◆ TASK DETAILS: Go through the lines below and tally each one holding "currentColor". Write only the total.

Start of DATA FOR ANALYSIS

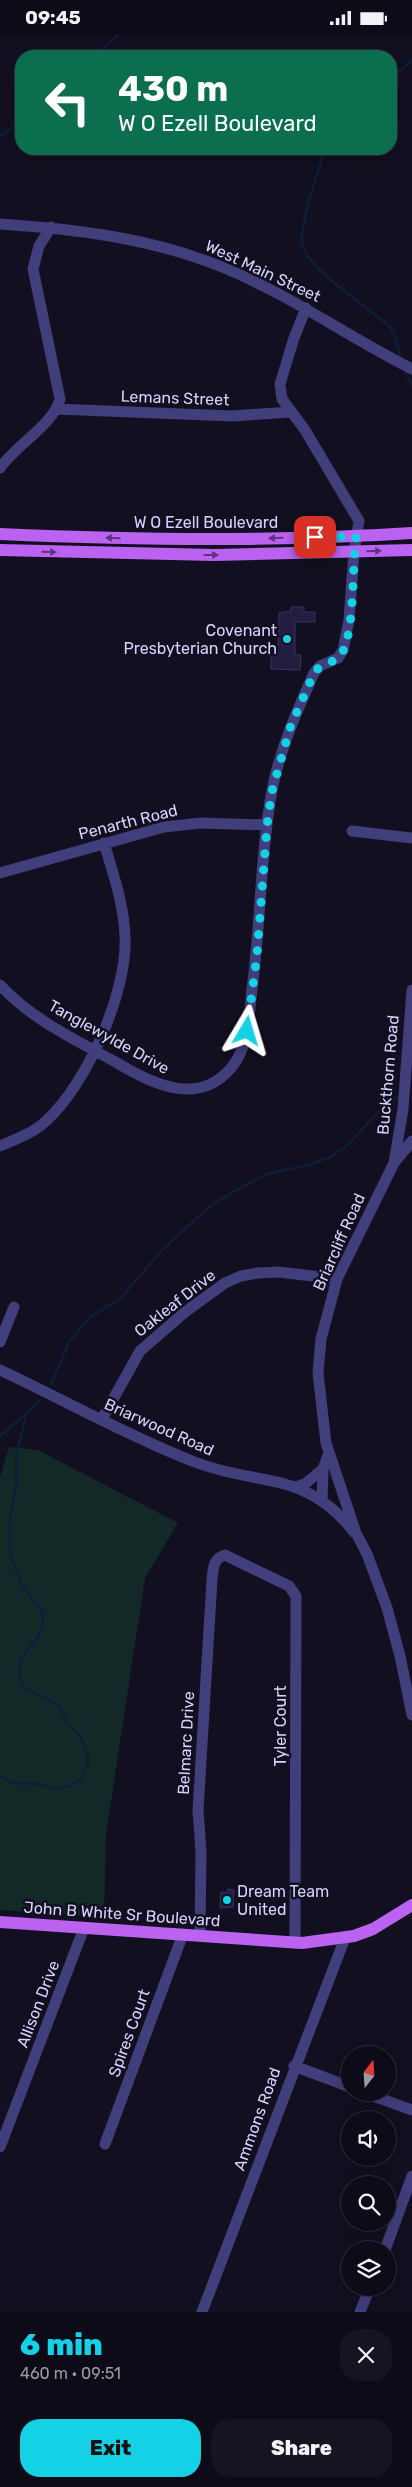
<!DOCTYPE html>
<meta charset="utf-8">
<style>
body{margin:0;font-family:Rubik,sans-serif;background:#171421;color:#f1f3f6;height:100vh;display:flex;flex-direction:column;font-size:19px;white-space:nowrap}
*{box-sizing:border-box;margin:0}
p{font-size:16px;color:#9b9ba2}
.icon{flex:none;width:28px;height:28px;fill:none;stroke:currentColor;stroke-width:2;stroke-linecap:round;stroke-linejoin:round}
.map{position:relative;height:2277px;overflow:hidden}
.side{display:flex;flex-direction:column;background:#0e0b18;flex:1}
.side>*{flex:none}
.top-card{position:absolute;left:15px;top:15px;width:382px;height:105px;border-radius:20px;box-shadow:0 5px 20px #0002,0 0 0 1px #2e2b37;background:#0b6e4f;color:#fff;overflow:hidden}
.needle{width:32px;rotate:17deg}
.tools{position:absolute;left:341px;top:2011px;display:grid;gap:10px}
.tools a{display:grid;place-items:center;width:55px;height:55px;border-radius:50%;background:#0e0b18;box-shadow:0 5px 20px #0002,0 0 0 1px #2e2b37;font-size:25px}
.pin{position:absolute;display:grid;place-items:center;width:42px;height:42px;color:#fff;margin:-21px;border-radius:10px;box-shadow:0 2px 8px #0006}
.me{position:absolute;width:55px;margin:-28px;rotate:7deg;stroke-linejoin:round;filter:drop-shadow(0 0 4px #0008)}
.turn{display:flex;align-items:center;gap:18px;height:105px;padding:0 20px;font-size:22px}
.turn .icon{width:65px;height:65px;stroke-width:2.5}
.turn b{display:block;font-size:35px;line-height:42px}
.round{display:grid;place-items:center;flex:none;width:52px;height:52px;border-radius:20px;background:#171421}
.head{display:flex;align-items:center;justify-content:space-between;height:85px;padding:0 20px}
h1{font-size:30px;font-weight:800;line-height:38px;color:#14d1e5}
.action{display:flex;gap:10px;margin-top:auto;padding:10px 20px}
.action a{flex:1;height:58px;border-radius:20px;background:#14d1e5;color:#111;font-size:20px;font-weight:800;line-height:58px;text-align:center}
.action a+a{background:#171421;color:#f1f3f6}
.status{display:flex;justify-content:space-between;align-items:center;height:35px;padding:0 25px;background:#0e0b18;direction:ltr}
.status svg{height:14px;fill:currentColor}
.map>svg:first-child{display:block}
.green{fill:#122928}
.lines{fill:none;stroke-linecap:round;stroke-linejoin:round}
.stream{stroke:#0d1e3a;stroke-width:2.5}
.building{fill:#231d3f;stroke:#3b3169}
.minor{stroke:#403e7b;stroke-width:11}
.major{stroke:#bb62f1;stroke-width:12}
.oneway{fill:#5e347e}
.route{stroke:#14d1e5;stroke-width:9;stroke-dasharray:0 16.2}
.poi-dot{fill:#14d1e5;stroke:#120f20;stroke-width:2}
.labels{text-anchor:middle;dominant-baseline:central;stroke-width:5;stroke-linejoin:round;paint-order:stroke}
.street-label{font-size:16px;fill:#d6d2fb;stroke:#120f20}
.poi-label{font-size:16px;fill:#d6d2fb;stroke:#120f20;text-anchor:end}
</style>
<div class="status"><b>09:45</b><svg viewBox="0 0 49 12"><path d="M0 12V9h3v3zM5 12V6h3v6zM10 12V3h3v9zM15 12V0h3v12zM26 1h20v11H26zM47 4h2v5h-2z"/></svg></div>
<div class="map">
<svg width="412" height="2277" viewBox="0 0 412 2277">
<rect width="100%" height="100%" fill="#120f20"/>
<!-- green -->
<path class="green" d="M9,1412L38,1415L178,1488L145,1543L106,1799L104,1882L0,1875V1442Z"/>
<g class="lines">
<!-- stream -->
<path class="stream" d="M95,21L118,0
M391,41L401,35L412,24
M0,101L21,87
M325,114C318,139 301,182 302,208C304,232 371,274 390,292L396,303L401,325
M404,335L412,351
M51,1349L69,1307L90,1282L120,1264L163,1214L199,1181L216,1167L264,1140L312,1129L330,1122L348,1110L376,1079L397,1062
M0,1401L27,1378L39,1365
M1,1741C15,1753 21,1747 37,1749C44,1750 53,1754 60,1753C89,1750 94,1723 79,1701C76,1696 70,1692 66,1686C63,1681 62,1674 57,1670C48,1662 34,1658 23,1652L19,1634L22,1622L39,1601L43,1588L42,1575L23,1552L10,1520V1482L17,1445V1416L27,1378"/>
</g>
<!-- building -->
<path class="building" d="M291,572H304V577H315V587H295V620H301L300,635L271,634V621H278L279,578L291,576Z
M228,1854L234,1855L233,1872L220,1873L221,1857L227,1858Z"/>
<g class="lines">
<!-- minor -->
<path class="minor" d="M0,189C75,194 151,203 222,232C289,259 348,302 412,334
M56,374L232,381L291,377
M0,433C16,410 54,389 60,364L33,234L39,211L51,192
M352,796L412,803
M0,838L164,792L201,788L267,790
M0,950C32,985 78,1006 119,1029C154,1050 199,1071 231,1033C249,1012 249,980 252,954C261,888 260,821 272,755C280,714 297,676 314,638L320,631L338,623L343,615L349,585L354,517L359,486L305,395L282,364L280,349L294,303L306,273
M412,1106L394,1128L337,1244L321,1304L318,1338L326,1408L356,1498L367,1519L387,1573L400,1621L412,1680
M0,1111C17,1104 33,1098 46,1086C87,1049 128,956 125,901C124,870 113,838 104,808
M394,1128L403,1074L412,955
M0,1307L14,1272
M0,1335C64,1365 126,1400 192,1426C257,1452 305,1434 354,1497
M102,1384L140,1316L185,1277L225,1248L241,1241L258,1238L279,1237L337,1244
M296,1452L306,1448L323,1434
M322,1466L323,1434L329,1418
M200,1900L201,1817L198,1775L212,1545C213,1534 213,1523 225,1520L289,1551L296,1561L295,1908
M294,2031L350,2052
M365,2058L412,2075
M105,2109L183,1899
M0,2112L84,1893
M385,2215L412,2141
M202,2277L345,1903
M360,2277L370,2252"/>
<!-- major -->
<path class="major" d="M0,499C137,505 275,507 412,498
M0,515L214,520L412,515
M0,1887L302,1908L354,1901L373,1894L412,1870"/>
</g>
<!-- one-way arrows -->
<defs><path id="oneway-solid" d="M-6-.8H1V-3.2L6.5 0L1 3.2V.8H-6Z" transform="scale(1.25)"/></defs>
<g class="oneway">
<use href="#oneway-solid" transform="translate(113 503) rotate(-179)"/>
<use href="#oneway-solid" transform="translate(276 503) rotate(179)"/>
<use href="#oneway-solid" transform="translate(374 516) rotate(-2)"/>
<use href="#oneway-solid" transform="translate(49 517) rotate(2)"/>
<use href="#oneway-solid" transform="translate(211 520)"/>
</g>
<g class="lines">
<!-- route -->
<path class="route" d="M247,996L257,920L267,790L272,756L290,693L314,638C321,627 336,629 342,618C355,595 352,531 356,502H315"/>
</g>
<!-- markers -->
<g class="poi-dot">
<circle cx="287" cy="604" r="5"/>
<circle cx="227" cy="1865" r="5"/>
</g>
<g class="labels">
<!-- street labels -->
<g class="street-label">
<text transform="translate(263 236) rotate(25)">West Main Street</text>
<text transform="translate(175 363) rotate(2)">Lemans Street</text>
<text x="206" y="487">W O Ezell Boulevard</text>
<text transform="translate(128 787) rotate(-14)">Penarth Road</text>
<text transform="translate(109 1002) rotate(29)">Tanglewylde Drive</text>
<text transform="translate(388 1040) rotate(-85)">Buckthorn Road</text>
<text transform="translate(339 1207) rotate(-66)">Briarcliff Road</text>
<text transform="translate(175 1268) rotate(-38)">Oakleaf Drive</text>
<text transform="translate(159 1392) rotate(24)">Briarwood Road</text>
<text transform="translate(280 1691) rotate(-90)">Tyler Court</text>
<text transform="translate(186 1708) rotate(-87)">Belmarc Drive</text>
<text transform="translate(122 1879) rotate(4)">John B White Sr Boulevard</text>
<text transform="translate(38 1969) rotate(-69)">Allison Drive</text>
<text transform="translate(129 1998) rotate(-70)">Spires Court</text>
<text transform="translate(257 2084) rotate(-70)">Ammons Road</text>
</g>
<!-- poi labels -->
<g class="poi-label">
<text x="277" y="595">Covenant<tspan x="277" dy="18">Presbyterian Church</tspan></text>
<text x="237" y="1856" text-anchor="start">Dream Team<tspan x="237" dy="18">United</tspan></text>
</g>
</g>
</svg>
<div class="tools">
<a><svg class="needle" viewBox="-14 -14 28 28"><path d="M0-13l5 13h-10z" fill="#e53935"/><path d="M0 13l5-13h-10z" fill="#9b9ba2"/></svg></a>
<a><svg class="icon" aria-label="sound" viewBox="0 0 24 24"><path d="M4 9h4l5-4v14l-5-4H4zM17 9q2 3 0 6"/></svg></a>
<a><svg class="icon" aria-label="search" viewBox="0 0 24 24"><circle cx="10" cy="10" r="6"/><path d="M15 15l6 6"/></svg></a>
<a><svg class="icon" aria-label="layers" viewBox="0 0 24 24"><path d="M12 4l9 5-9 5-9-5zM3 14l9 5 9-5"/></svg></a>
</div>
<div class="pin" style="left:315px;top:502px;background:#d93025"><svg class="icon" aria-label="arrive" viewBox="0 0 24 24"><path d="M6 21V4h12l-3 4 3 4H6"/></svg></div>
<svg class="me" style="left:247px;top:996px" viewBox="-20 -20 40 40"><path d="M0-17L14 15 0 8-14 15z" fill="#14d1e5" stroke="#fff" stroke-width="4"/></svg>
<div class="top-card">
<div class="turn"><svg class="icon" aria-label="left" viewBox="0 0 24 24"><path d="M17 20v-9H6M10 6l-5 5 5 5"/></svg><div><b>430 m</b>W O Ezell Boulevard</div></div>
</div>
</div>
<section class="side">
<div class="head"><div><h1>6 min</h1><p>460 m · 09:51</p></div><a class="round"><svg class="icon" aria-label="close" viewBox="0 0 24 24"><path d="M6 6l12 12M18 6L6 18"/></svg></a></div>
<div class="action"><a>Exit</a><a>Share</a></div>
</section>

End of DATA FOR ANALYSIS

◆ RESPONSE: 2